* _Brief_
Search the entries for the word "linecap" and return every line where it is found.

* _Collected data entries_

= Beginning of Section =

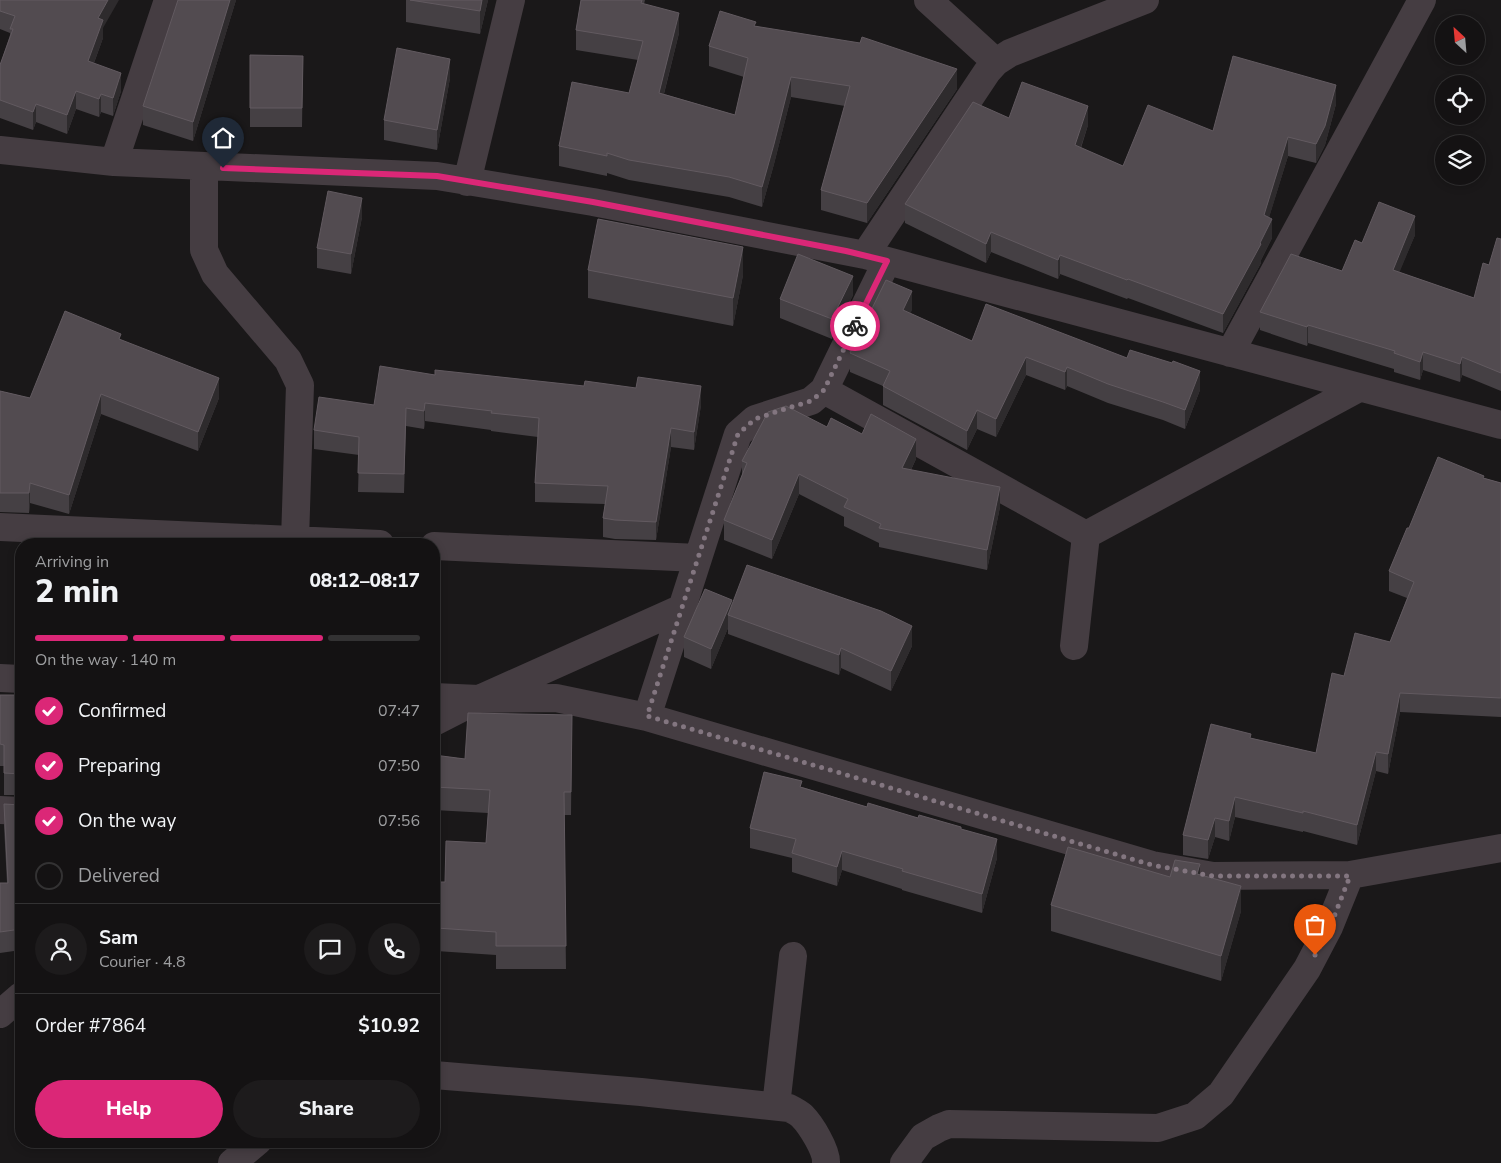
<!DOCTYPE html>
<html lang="en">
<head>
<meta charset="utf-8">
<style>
  :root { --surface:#141213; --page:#1d1b1c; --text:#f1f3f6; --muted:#9d9ea0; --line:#333233; --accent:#db2777 }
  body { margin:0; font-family:"Nunito Sans",sans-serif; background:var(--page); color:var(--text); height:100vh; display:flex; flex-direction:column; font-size:19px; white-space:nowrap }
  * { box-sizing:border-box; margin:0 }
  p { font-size:16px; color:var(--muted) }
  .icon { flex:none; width:28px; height:28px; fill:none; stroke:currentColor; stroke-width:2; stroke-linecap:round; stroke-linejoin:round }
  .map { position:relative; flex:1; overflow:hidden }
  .panel { position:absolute; left:15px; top:538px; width:425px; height:610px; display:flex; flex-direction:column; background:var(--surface); border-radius:20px; box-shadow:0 2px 8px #0003,0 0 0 1px var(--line) }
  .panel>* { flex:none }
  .needle { width:32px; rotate:334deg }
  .buttons { position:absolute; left:1435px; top:15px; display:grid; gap:10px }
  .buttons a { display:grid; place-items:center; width:50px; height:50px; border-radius:50%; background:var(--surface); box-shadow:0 2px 8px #0003,0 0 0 1px var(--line); font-size:25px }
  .pin { position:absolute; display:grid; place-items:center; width:42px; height:42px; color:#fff; margin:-51px -21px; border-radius:50% 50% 50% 0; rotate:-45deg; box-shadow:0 0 5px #0007 }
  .pin .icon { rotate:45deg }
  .courier { position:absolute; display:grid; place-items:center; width:50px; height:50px; margin:-25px; border:4px solid #db2777; border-radius:50%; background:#fff; color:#222; box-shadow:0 1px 6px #0007 }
  .summary em { font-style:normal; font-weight:800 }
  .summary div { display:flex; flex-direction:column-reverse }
  .summary { display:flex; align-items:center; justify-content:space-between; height:85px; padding:0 20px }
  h1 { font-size:32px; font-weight:800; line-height:38px }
  .bar { display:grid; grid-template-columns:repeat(4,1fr); gap:8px 5px; align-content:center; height:60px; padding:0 20px }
  .bar i { height:6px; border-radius:4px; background:var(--line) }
  .bar .current { background:var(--accent) }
  .bar p { grid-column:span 4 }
  .line { display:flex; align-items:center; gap:12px; padding:0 20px; border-top:1px solid var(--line) }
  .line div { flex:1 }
  .round { display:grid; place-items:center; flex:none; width:52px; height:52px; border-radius:26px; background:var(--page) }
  ol { padding:0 20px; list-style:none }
  li { display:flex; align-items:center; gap:15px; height:55px }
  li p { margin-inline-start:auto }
  li .icon { padding:5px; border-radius:50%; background:var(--accent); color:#fff; stroke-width:4 }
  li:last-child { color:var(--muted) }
  li i { width:28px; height:28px; border:2px solid var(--line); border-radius:50% }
  .cta { display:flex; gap:10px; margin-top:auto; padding:10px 20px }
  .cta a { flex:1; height:58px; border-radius:30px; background:var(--accent); color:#fff; font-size:20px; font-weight:800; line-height:58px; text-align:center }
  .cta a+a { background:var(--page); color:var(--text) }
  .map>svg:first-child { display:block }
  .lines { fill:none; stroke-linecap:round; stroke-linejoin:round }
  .minor { stroke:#453d42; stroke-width:28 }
  .wall { fill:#454044 }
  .shaded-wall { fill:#2e2b2d }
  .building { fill:#524b50; stroke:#625a60 }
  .done { stroke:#837680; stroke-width:5; stroke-dasharray:0 9 }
  .route { stroke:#db2777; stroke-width:6 }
</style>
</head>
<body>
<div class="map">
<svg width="1501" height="1163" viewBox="0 0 1501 1163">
  <rect width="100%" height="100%" fill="#1a1819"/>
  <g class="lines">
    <path class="minor" d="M928,0l68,62
      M0,150l114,12 323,14 156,26 272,53 636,170
      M114,162l54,-162
      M204,167v83l11,24 73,86 12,25 -5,155
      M467,182l44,-182
      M865,255l122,-183 9,-10 14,-9 135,-53
      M1230,353l192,-353
      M824,390l262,145
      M0,527l380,17
      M434,546l264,12
      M1074,646l12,-111 273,-147
      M0,678l21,1
      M434,697l45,2 77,-1 91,19 505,148 61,11 137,-1 151,-27
      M647,717l91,-283 17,-15 56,-18 13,-11 63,-129
      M434,722l45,-23 203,-91
      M0,810l21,1
      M0,1014l21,-18
      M434,1075l207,17 148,16c4,2 10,5 13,8 9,9 25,35 24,47
      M776,1106l17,-150
      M232,1163l26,-22
      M904,1163l19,-26 16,-9 10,-4 209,4 37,-12 26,-22 86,-125 22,-42 21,-52"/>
  </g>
  <path class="wall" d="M0,0l103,28v10l-9,25 27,28 -8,25 -12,-4 -2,5 -23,-8 -9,25 -31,-12 -3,8 -33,-12v-53l10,-30v-2l-10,-4z
    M178,0h58l-43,141 -50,-16v-19z
    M406,0h82l-8,34 -74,-12z
    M581,0h64l-1,4 35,29 -15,61 71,21 9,-38 -35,-11v-20l47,-20 201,63 -90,134 -46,-13v-20l24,-84 -54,-9 -17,67 -12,43 -33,-10 -100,-17 -22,-7v3l-48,-10v-20l70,-53 9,-33 -62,-10v-20z
    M250,55l53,1 -1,71h-52z
    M450,78l-13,72 -53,-10v-20z
    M1336,104l-11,41 -9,18 -28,-7 -19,61 3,21 -11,22v3l-38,70 -95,-35 -1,1 -67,-25 -2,5 -67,-27 -5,11 -81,-40v-19l183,-79 -7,23 42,18 90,-35z
    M362,217l-11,57 -34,-6v-20z
    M1415,235l-16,37 75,26 27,-59v152l-39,-16 -2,7 -37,-12 -3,10 -26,-8v-3l-86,-26 -1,3 -47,-16v-18l82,-41 20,-28z
    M588,270l155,5 -10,51 -145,-28z
    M853,295l-21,44 -52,-21v-19z
    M912,310l-2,3 62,28 228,49 -15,39 -22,-9 -55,-17 -41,-17 -2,4 -39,-15 -30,62 -19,-8 -10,21 -84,-45v-19l-33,-14v-19z
    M121,340l98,58 -21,53 -97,-37 -32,100 -39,-11 -1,10 -29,-1v-121l30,7z
    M435,375l266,30 -7,45 -23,-3 -15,93 -41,-1 -12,-2v-19l2,-14 -70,-2v-19l3,-46 -47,-6v-1l-66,-9 -1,8 -18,-3 -2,67 -46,-1 1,-37 -45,-6v-19l60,-25z
    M827,427l35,7 54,25 -5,11 89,37 -13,63 -108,-23v-4l-35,-17v-9l-45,-23 -27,65 -48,-19v-20l18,-45v-14z
    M1484,478l17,5v234l-101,-5 -12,62 -12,-3 -19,74 -54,-14v1l-68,-15 -6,24 -14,-4 -7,22 -25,-4v-20l68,-97 65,15 28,-77 46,-34 17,-44 -18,-7v-20l20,-43z
    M732,606l180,40 -21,45 -50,-23 -2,7 -111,-41v-6l-17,41 -27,-12v-20z
    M0,695h21v100h-17v-29h-4z
    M572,715l-1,100h-7l2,154h-70v-14l-60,-4v1h-2v-70h11l41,-39 2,-30 -54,-3v-55l31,4z
    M802,787l65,20 51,11 43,11 36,29 -15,55 -80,-23v-1l-60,-19 -5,16 -45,-14v-14l-42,-10v-20z
    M4,804l17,1v145l-21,3v-70h7l-3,-57z
    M1200,874l41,37 -20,70 -170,-50v-26l119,-28z"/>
  <path class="shaded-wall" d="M108,0h11l-16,28v10l-15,41v-18l10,-43z
    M230,0h6l-43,141v-19z
    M482,0h6l-8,34v-23z
    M679,13v20l-20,80v-20z
    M450,59v19l-13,72v-20z
    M957,69v20l-90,134v-20z
    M121,73v18l-8,25v-18z
    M791,77v20l-17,67 -12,43v-20z
    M1336,85v19l-11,41 -9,18v-19z
    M76,91v18l-9,25v-19z
    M101,94v18l-2,5v-18z
    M36,104v18l-3,8v-18z
    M1088,106v19l-13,39v-19z
    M1288,137v19l-24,78v-19z
    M362,198v19l-11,57v-20z
    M1415,216v19l-22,53v-18z
    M1272,219v19l-11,22v3l-38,70v-19z
    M991,232v20l-5,11v-19z
    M743,247v28l-10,51v-28z
    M1060,255v19l-2,5v-19z
    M853,276v19l-21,44v-20z
    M912,291v19l-9,18v-18z
    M1308,325v18l-1,3v-19z
    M1423,352v18l-3,10v-18z
    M1026,357v18l-30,62v-18z
    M1462,357v18l-2,7v-18z
    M1067,367v19l-2,4v-18z
    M1200,371v19l-15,39v-19z
    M219,378v20l-21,53v-19z
    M701,386v19l-7,45v-18z
    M101,394v20l-32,100v-19z
    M425,403v18l-1,8v-18z
    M977,410v19l-10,21v-19z
    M671,428v19l-15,93v-18z
    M916,439v20l-14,29v-20z
    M799,474v20l-27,65v-19z
    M30,483v20l-1,10v-20z
    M1000,487v20l-13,63v-20z
    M732,600v16l-4,-1v13l-17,41v-20z
    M912,626v20l-21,45v-20z
    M841,648v20l-2,7v-20z
    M1400,693v19l-12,62v-20z
    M1376,752v19l-19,74v-20z
    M1235,797v20l-6,24v-20z
    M1215,818v19l-7,22v-19z
    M997,839v19l-15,55v-19z
    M842,851v19l-5,16v-19z
    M1200,864v26l-3,-16z
    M1241,886v25l-20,70v-25z"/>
  <path class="building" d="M0,0h108l-10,18 5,2 -15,41 33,12 -8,25 -12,-4 -2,5 -23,-8 -9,24 -31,-11 -3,8 -33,-12v-35l13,-36h-3l5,-13 -15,-5z
    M178,0h52l-37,122 -50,-16z
    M410,0h72l-2,11z
    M581,0h61l-1,3 38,10 -20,80 76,22 13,-57 -39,-12 11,-35 36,11 -2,4 106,17 2,-6 95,32 -90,134 -46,-13 29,-104 -59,-9 -17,67 -12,43 -33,-10 -100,-17 -22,-7v3l-48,-10 13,-64 57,11 14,-52 -67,-11z
    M397,48l53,11 -13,71 -53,-10z
    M250,55l53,1 -1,52h-52z
    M1233,56l103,29 -11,41 -9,18 -28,-7 -24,78 8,4 -12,24 1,1 -38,70 -95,-35 -1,1 -67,-25 -2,5 -67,-28 -5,12 -81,-40 68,-102 36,16 13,-36 66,24 -13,39 48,21 25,-61 65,26z
    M328,191l34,7 -11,56 -34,-6z
    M1379,202l36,14 -22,54 81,28 9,-35 6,2 8,-27 4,1v134l-39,-16 -2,7 -37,-12 -3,10 -26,-9 1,-2 -87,-26 -1,2 -47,-15 31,-58 51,17 13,-31 7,3z
    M598,219l145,28 -10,51 -145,-28z
    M798,254l55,22 -21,43 -52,-20z
    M886,280l26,11 -9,19 69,31 14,-37 141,54 3,-8 42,13 1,-2 27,10 -15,39 -22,-8 -55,-18 -41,-17 -2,5 -39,-15 -30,62 -19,-9 -10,21 -84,-45 7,-15 -40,-18z
    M65,311l56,23 -2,5 100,39 -21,54 -97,-38 -32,101 -39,-12 -1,10h-29v-102l30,7z
    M380,366l55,9v-5l149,16 1,-5 51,7 2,-11 63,9 -7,46 -23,-4 -15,94 -41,-2 -12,-2 5,-32 -73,-3 4,-65 -48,-5 1,-2 -67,-8 -1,8 -18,-3 -2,66 -46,-1 1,-36 -45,-7 5,-33 55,8z
    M786,406l41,21 4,-9 31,16 9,-20 45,25 -14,29 98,19 -13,63 -108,-22 2,-4 -37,-17 4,-8 -49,-25 -27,66 -48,-20 23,-57 -5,-2 26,-49z
    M1438,457l46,19 -1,2 18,5v215l-101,-5 -12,61 -12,-2 -19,73 -54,-14v2l-68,-16 -6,24 -14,-3 -7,22 -25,-5 28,-111 40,10 -1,4 66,15 16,-80 12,3 11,-43 35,9 24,-60 -25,-11 18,-43h2z
    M747,565l134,46 31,15 -21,45 -50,-23 -2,7 -111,-40z
    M705,589l27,11 -21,49 -27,-12z
    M0,695h21v79l-17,-1v-28l-4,-1z
    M468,713l104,2 -1,77h-7l2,154h-70v-14l-60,-4v1h-2v-47h11l1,-41 40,2 4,-53 -56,-3v-32l31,4z
    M764,772l38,9 -2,6 67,20 1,-4 50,15 1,-3 42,12v2l36,10 -15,55 -80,-23 1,-2 -61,-18 -5,16 -45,-14 4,-14 -46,-11z
    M4,804l17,1v124l-21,3v-49h8z
    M1068,847l102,30 5,-17 25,4 -3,10 44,12 -20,70 -170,-51z"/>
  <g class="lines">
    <path class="done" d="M855,326l-31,64 -13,11 -23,7 -33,11 -17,15 -91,282 505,149 61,11h137l-20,51 -15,28"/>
    <path class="route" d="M223,168l214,8 156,26 253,49 41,10 -32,65"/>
  </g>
</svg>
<div class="buttons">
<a><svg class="needle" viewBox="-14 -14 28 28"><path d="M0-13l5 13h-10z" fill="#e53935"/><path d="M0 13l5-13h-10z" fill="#9d9ea0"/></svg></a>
<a><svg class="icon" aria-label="locate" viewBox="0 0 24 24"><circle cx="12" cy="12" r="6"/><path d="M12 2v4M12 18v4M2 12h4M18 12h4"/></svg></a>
<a><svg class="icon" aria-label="layers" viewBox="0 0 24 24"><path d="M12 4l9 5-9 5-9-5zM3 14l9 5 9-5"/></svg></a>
</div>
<div class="pin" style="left:1315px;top:955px;background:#ea580c"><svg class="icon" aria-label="bag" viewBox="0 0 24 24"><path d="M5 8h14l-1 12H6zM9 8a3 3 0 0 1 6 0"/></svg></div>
<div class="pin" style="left:223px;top:168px;background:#1f2937"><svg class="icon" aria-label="home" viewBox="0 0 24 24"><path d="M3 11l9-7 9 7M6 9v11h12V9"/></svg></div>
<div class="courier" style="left:855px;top:326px"><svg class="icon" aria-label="bike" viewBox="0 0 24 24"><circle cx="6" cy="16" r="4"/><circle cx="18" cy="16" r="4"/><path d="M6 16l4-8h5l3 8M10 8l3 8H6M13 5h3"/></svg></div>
<section class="panel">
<div class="summary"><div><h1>2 min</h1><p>Arriving in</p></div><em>08:12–08:17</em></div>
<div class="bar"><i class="current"></i><i class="current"></i><i class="current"></i><i></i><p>On the way · 140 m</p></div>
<ol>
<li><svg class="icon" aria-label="check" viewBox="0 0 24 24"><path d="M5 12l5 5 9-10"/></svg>Confirmed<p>07:47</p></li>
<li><svg class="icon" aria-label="check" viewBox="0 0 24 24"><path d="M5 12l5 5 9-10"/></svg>Preparing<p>07:50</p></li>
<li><svg class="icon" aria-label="check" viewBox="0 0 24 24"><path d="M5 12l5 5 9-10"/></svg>On the way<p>07:56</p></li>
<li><i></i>Delivered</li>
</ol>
<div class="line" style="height:90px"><a class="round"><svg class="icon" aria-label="person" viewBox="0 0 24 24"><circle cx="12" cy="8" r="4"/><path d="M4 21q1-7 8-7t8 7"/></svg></a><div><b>Sam</b><p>Courier · 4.8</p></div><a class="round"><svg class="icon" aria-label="chat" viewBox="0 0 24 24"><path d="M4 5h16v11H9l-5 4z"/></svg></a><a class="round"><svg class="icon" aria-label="phone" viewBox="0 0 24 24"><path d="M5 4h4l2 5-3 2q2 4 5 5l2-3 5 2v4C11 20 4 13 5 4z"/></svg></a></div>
<div class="line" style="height:65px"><div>Order #7864</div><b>$10.92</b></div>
<div class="cta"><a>Help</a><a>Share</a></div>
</section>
</div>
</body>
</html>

= End of Section =

* _Reply to the exercise_
  .icon { flex:none; width:28px; height:28px; fill:none; stroke:currentColor; stroke-width:2; stroke-linecap:round; stroke-linejoin:round }
  .lines { fill:none; stroke-linecap:round; stroke-linejoin:round }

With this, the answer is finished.